Re: [PATCH 01/16] riscv: Introduce instruction table generation
From: Charlie Jenkins
Date: Wed Jun 10 2026 - 21:06:18 EST
On Wed, Jun 10, 2026 at 05:56:25PM +0200, Nam Cao wrote:
> Charlie Jenkins via B4 Relay
> <devnull+thecharlesjenkins.gmail.com@xxxxxxxxxx> writes:
> > From: Charlie Jenkins <thecharlesjenkins@xxxxxxxxx>
> >
> > Eliminate the need to hand-write riscv instructions by using a shell
> > script to autogenerate a header from an instruction table. This is modeled
> > after the syscall table infrastructure.
> >
> > The table is generated externally by riscv-unified-db [1], but is
> > in a simple format to make it possible to use other tools or modify
> > manually.
> >
> > [1] https://github.com/riscv-software-src/riscv-unified-db
> >
> > Signed-off-by: Charlie Jenkins <thecharlesjenkins@xxxxxxxxx>
>
> Thanks for the work, I really like the idea. This will make it much
> easier to maintain the instruction stuffs.
>
> > +c.ld common,32 011<13|00<0 imm<3=6-5|12-10 xd!1!3!5!7=4-2 xs1=9-7
> > +c.ld common,64 011<13|00<0 imm<3=6-5|12-10 xd=4-2 xs1=9-7
>
> Not sure if I confuse something, but the spec says "C.LD is an
> RV64C-only instruction". Why do we have 32 here?
This is a weird one. The Ziclsd extension introduces it for RV32[1]. All
of the data is generated from the riscv-unified-db and because it is in
the Ziclsd extension, c.ld is included for 32-bit in the c.ld
description [2].
[1] https://docs.riscv.org/reference/isa/extensions/zilsd/_attachments/riscv-zilsd.pdf
[2] https://github.com/riscv/riscv-unified-db/blob/main/spec/std/isa/inst/C/c.ld.yaml
>
> > +echo "#define COMMA ," >> $outfile
> > +echo "#define SEMICOLON ;" >> $outfile
> > +echo "#define SINGLE_ARG(...) __VA_ARGS__" >> $outfile
>
> Aren't these macro unused?
Yes thanks, I had them for an earlier version and never removed them.
>
> > +echo >> $outfile
> > +
> > +grep -E "^[a-z\.0-9]+[[:space:]]+" "$infile" | {
> > + while read name base fixed variables; do
> > + echo "/* $name */"
> > +
> > + compressed_name=${name##c.*}
> ^^^^^^^^^^^^^^^
> this name is misleading
That's fair, I can rename it to be something like "compressed_inst"?
>
> > + invalid_inst_functions=""
> > + variable_params=""
> > + constraints=""
> > + match=""
> > + mask=""
> > + make=""
> > +
> > + # All compressed instructions start with "c."

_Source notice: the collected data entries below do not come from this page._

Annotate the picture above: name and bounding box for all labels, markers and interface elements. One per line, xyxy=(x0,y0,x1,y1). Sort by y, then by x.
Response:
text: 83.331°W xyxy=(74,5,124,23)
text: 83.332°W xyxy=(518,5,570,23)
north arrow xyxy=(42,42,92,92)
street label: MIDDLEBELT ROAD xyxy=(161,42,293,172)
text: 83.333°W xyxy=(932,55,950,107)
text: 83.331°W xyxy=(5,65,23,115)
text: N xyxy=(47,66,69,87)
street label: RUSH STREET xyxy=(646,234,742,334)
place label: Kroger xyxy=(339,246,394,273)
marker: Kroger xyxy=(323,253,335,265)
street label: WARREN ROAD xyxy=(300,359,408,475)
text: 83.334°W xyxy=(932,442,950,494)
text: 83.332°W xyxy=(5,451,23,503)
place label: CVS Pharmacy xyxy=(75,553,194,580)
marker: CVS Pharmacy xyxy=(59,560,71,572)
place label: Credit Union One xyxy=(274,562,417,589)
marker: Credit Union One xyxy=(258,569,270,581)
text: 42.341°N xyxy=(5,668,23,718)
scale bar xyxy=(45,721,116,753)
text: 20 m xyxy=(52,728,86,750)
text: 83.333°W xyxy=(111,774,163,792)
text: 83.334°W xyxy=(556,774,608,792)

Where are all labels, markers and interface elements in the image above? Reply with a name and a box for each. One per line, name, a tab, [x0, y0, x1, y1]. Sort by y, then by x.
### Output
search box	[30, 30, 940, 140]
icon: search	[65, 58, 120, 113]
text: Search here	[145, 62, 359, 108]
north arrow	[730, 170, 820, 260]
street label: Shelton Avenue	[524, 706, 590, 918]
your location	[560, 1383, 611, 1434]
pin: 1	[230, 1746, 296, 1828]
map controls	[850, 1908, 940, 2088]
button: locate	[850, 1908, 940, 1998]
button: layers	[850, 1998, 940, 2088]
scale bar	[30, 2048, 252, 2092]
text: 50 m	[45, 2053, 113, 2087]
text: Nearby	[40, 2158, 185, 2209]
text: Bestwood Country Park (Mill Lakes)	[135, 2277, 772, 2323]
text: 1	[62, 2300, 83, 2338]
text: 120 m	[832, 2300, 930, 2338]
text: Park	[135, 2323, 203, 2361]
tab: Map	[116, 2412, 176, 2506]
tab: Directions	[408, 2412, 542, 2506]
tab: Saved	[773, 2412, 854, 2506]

> > + size=${compressed_name:+32};
> > + size=${size:-16};
> > +
> > + # Replace all . with _
> > + formatted_inst_name=$name
> > + while [ ! ${formatted_inst_name##*.*} ]; do
> > + prefix=${formatted_inst_name%.*}
> > + suffix=${formatted_inst_name##*.}
> > + contains_dot=${formatted_inst_name##*.*}
> > + formatted_inst_name=${contains_dot:-${prefix}_${suffix}}
> > + done
>
> Does the simplier
> formatted_inst_name=$(echo $name | tr '.' '_')
> work?
That does work, but it dramatically slows down the time. I was trying to
avoid using external programs because this is called on every
compilation and there are a lot of instructions to parse. On my system,
it's about 10x slower to use echo/tr. Taking the time from about 150us
to 1.5ms for each iteration and the total time from around 0.8s to
around 3.5s.
>
> > + echo "static __always_inline ${type}${size} riscv_insn_${formatted_inst_name}_extract_${variable_name}(u${size} ${insn})"
> > + echo "{"
> > + echo "\treturn ${extract};"
> > + echo "}"
> > + echo "static __always_inline void riscv_insn_${formatted_inst_name}_insert_${variable_name}(u${size} *${insn}, ${type}32 ${var})"
> > + echo "{"
> > + echo "\t*_insn &= ${insert_mask# & };"
>
> Why is this required? Isn't this part always zero at this point?
>
> > + echo "\t*_insn |= ${insert# | };"
> > + echo "}"
> > +
> > + if [ "${only_base}" ]; then
> > + invalid_inst_functions="${invalid_inst_functions}static __always_inline ${type}${size} riscv_insn_${formatted_inst_name}_extract_${variable_name}(u${size} ${insn}) {\n\tpanic(\"${name} is not supported on non ${only_base}-bit systems.\");\n}\n"
>
> Instead of panic(), can we do BUILD_BUG() instead?
That's a better solution :)
- Charlie
>
> Nam